In response to Help-Transferring Data
Thanks, Veronique, for reminding me of the article in which Welch and Gillespie defined the “libertarian moment” as “a time of increasingly hyper-individualized, hyper-expanded choice over every aspect of our lives, from 401(k)s to hot and cold running coffee drinks, from life-saving pharmaceuticals to online dating services.” They go on to say that this moment is based on a consensus around two “hard-won insights”: that markets are generally preferable and “at least vaguely representative democracy. . . is the least worst form of government.” If it’s defined in those terms, I agree that we are in a libertarian moment.

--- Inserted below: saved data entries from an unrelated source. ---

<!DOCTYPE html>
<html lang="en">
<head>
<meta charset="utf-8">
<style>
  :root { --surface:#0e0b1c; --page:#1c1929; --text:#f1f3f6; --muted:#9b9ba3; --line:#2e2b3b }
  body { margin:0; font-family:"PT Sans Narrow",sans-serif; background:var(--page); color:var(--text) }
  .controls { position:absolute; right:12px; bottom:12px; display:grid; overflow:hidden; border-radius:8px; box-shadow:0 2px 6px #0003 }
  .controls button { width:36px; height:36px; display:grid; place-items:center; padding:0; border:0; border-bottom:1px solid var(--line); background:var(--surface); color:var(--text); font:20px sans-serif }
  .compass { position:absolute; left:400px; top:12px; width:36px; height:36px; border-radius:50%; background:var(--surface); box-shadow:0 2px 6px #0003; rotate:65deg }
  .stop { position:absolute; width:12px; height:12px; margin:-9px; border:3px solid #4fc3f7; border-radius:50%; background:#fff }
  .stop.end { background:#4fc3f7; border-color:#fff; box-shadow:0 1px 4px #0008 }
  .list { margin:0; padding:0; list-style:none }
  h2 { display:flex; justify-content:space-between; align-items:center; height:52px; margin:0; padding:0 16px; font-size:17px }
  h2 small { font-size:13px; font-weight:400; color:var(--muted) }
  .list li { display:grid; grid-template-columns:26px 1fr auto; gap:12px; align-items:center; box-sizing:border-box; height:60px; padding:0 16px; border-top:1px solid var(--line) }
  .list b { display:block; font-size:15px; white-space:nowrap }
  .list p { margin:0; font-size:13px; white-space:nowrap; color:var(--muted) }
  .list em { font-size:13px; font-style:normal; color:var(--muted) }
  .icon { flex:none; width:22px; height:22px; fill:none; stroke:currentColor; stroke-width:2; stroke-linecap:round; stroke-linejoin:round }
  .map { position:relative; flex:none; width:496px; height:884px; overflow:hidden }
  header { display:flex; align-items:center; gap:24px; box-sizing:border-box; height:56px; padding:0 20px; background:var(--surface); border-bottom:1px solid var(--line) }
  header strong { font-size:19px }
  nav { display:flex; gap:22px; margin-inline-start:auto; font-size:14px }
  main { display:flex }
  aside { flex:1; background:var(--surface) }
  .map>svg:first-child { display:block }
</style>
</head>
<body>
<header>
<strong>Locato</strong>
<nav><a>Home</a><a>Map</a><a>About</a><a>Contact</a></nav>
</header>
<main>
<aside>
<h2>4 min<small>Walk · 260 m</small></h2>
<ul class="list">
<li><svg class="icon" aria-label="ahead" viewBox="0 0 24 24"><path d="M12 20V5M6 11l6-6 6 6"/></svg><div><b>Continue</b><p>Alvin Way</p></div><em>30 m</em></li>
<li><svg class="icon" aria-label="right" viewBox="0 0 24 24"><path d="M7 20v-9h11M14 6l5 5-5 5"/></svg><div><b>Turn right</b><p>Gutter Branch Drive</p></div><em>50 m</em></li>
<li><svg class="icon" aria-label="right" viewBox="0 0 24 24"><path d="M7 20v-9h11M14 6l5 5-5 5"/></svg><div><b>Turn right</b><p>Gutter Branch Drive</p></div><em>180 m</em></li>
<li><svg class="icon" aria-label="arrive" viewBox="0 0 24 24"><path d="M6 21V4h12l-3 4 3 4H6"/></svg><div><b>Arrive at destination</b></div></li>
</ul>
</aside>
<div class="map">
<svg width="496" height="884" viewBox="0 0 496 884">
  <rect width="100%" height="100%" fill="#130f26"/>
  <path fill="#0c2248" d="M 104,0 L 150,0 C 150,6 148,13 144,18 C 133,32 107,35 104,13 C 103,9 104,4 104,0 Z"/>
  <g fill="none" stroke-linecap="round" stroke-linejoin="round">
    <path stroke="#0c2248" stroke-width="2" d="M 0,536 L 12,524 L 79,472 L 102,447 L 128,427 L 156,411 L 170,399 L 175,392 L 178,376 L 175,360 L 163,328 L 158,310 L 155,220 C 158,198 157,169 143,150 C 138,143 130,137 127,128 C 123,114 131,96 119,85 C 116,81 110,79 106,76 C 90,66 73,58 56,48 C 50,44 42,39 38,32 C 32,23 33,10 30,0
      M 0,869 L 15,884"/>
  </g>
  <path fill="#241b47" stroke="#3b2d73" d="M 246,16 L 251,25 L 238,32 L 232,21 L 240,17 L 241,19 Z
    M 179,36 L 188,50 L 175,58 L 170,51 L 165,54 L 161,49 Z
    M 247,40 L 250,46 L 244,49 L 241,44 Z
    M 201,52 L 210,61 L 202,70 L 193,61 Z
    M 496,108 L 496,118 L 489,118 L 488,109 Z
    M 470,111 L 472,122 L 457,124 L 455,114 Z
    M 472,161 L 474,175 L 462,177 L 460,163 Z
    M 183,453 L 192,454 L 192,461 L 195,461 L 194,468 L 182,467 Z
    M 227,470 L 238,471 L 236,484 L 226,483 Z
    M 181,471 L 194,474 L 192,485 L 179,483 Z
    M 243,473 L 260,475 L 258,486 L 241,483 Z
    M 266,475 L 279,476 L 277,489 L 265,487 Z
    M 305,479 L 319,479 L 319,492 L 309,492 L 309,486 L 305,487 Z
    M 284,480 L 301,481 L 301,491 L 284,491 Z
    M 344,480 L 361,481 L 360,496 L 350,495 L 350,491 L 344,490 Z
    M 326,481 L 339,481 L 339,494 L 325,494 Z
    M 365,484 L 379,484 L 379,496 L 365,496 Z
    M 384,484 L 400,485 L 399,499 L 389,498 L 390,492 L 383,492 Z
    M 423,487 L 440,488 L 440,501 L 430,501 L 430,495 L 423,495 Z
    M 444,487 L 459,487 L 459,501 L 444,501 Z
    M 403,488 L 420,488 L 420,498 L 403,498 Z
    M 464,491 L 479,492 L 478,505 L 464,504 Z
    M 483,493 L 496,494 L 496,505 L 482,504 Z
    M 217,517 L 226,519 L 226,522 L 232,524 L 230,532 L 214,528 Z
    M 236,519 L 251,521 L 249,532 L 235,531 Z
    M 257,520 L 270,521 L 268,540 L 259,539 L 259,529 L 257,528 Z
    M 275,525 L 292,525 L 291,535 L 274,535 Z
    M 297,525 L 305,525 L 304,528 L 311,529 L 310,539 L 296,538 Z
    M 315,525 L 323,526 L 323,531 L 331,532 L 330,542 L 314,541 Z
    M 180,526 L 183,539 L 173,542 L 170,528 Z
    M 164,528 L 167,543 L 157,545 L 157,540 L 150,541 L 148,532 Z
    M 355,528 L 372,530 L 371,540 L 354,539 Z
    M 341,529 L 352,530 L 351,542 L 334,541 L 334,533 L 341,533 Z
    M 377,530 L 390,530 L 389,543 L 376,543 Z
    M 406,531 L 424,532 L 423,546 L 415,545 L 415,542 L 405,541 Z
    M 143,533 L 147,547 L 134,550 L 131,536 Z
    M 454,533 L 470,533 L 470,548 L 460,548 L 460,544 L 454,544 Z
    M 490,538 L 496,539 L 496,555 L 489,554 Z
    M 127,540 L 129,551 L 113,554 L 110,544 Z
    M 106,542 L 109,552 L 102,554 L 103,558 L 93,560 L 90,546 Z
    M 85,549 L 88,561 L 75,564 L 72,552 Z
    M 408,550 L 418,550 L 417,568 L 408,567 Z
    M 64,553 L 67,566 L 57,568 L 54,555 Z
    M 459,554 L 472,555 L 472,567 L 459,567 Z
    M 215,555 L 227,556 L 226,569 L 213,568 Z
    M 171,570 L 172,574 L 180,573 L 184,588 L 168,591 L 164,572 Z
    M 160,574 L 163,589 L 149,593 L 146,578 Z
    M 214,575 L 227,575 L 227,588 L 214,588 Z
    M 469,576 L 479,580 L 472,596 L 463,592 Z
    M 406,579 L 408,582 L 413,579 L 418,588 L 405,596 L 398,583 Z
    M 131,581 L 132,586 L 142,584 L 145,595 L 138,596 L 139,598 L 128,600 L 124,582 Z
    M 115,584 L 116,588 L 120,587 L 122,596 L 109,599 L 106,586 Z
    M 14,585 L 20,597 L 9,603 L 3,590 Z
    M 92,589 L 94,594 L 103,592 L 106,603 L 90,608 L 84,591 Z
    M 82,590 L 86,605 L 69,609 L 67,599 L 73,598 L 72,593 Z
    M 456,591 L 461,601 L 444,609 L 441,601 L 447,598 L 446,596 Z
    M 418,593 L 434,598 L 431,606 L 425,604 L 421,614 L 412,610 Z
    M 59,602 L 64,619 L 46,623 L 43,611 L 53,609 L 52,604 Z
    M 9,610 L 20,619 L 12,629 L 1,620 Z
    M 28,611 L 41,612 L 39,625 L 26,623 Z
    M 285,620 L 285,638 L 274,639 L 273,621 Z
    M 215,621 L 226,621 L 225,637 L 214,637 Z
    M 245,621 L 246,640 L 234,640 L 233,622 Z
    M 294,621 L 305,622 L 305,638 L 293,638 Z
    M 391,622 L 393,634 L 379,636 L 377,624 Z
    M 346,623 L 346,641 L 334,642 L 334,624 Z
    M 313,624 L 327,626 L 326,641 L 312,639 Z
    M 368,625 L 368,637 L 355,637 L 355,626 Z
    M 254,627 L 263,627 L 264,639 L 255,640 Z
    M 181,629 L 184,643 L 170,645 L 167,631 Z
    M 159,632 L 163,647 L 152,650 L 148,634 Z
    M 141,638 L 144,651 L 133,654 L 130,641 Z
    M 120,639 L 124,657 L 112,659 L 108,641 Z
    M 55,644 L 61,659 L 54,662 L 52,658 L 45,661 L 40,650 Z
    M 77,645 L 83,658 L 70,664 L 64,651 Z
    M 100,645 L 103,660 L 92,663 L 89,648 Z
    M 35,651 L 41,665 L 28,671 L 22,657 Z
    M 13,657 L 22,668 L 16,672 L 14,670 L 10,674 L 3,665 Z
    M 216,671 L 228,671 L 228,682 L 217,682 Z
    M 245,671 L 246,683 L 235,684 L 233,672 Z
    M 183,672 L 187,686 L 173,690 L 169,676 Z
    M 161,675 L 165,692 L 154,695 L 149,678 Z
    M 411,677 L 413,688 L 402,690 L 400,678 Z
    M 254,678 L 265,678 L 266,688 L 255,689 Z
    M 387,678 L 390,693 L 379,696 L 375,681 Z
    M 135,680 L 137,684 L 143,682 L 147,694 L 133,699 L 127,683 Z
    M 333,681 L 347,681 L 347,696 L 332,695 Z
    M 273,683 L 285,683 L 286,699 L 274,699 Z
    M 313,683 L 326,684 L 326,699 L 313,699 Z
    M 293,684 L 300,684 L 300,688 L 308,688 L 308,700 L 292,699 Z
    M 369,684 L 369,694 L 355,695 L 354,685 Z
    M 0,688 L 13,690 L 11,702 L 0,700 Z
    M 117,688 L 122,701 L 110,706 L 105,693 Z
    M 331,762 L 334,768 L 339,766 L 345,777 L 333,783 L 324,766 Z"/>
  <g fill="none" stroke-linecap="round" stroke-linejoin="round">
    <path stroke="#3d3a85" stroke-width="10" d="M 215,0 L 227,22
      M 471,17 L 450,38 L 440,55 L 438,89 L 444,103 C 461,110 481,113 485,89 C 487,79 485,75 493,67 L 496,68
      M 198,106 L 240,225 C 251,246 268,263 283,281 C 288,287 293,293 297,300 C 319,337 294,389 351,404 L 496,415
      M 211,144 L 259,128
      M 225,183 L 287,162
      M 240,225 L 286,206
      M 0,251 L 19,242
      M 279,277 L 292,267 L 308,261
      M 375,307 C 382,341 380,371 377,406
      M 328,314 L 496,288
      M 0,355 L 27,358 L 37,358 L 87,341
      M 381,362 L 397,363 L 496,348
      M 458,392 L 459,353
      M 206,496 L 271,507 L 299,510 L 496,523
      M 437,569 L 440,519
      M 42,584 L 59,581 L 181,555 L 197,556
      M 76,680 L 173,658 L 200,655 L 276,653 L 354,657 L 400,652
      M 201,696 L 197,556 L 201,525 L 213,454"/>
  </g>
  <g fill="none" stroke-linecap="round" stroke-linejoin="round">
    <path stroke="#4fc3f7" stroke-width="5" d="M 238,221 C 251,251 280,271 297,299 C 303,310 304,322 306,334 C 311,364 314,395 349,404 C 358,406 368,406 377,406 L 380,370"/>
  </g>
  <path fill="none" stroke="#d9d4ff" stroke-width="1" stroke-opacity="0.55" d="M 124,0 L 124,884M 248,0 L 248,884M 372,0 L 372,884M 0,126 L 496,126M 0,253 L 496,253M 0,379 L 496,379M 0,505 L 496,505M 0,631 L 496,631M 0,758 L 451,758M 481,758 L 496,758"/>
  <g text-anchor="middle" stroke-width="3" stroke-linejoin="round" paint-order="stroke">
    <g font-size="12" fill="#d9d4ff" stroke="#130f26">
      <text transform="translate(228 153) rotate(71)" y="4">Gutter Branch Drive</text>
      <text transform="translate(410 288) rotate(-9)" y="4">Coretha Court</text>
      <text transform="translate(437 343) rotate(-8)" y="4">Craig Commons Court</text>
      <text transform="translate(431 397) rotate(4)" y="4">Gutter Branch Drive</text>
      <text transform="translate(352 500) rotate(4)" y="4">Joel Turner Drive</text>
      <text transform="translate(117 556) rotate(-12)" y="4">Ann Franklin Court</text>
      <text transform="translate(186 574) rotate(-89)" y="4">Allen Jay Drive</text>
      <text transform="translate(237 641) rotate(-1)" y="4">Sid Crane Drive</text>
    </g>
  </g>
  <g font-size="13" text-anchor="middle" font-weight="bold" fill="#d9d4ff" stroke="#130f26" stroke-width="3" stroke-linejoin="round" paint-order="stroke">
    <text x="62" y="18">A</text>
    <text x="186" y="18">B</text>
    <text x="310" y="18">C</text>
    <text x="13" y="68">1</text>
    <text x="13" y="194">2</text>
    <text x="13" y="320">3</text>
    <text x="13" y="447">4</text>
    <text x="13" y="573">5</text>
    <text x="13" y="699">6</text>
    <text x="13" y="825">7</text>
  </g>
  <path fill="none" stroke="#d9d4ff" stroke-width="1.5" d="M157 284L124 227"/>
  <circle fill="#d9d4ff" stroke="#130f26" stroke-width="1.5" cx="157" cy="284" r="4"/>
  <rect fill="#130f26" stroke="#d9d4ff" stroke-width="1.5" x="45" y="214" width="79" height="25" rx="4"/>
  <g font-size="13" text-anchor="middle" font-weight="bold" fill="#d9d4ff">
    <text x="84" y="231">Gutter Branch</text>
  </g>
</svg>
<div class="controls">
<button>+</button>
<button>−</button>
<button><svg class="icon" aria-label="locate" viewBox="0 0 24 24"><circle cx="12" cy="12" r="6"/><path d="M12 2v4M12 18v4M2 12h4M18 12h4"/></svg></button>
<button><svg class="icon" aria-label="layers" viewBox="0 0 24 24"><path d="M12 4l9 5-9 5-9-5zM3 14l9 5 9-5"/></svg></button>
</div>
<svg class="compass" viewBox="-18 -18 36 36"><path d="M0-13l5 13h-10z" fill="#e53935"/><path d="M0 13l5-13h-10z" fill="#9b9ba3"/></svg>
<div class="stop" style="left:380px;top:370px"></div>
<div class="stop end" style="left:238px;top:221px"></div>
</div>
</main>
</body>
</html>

But I would add a few caveats. First, on these terms we have been in a libertarian moment for a very long time–long enough that maybe we should stop announcing a new libertarian “moment.” Second, maybe we shouldn’t use the word “libertarian” either, since rising choice and support for representative democracy are compatible with the growth of government and with public support for the growth of government. Third, I would caution partisans of a “libertarian moment” against applying the idea to politics in an unfalsifiable way. If it’s evidence for a libertarian moment when Rand Paul is on top of the presidential-primary polls, it’s evidence against a libertarian moment when he fails. If it’s evidence for a libertarian moment when Americans grow more hostile to foreign intervention, it’s evidence against it when they shift the other way.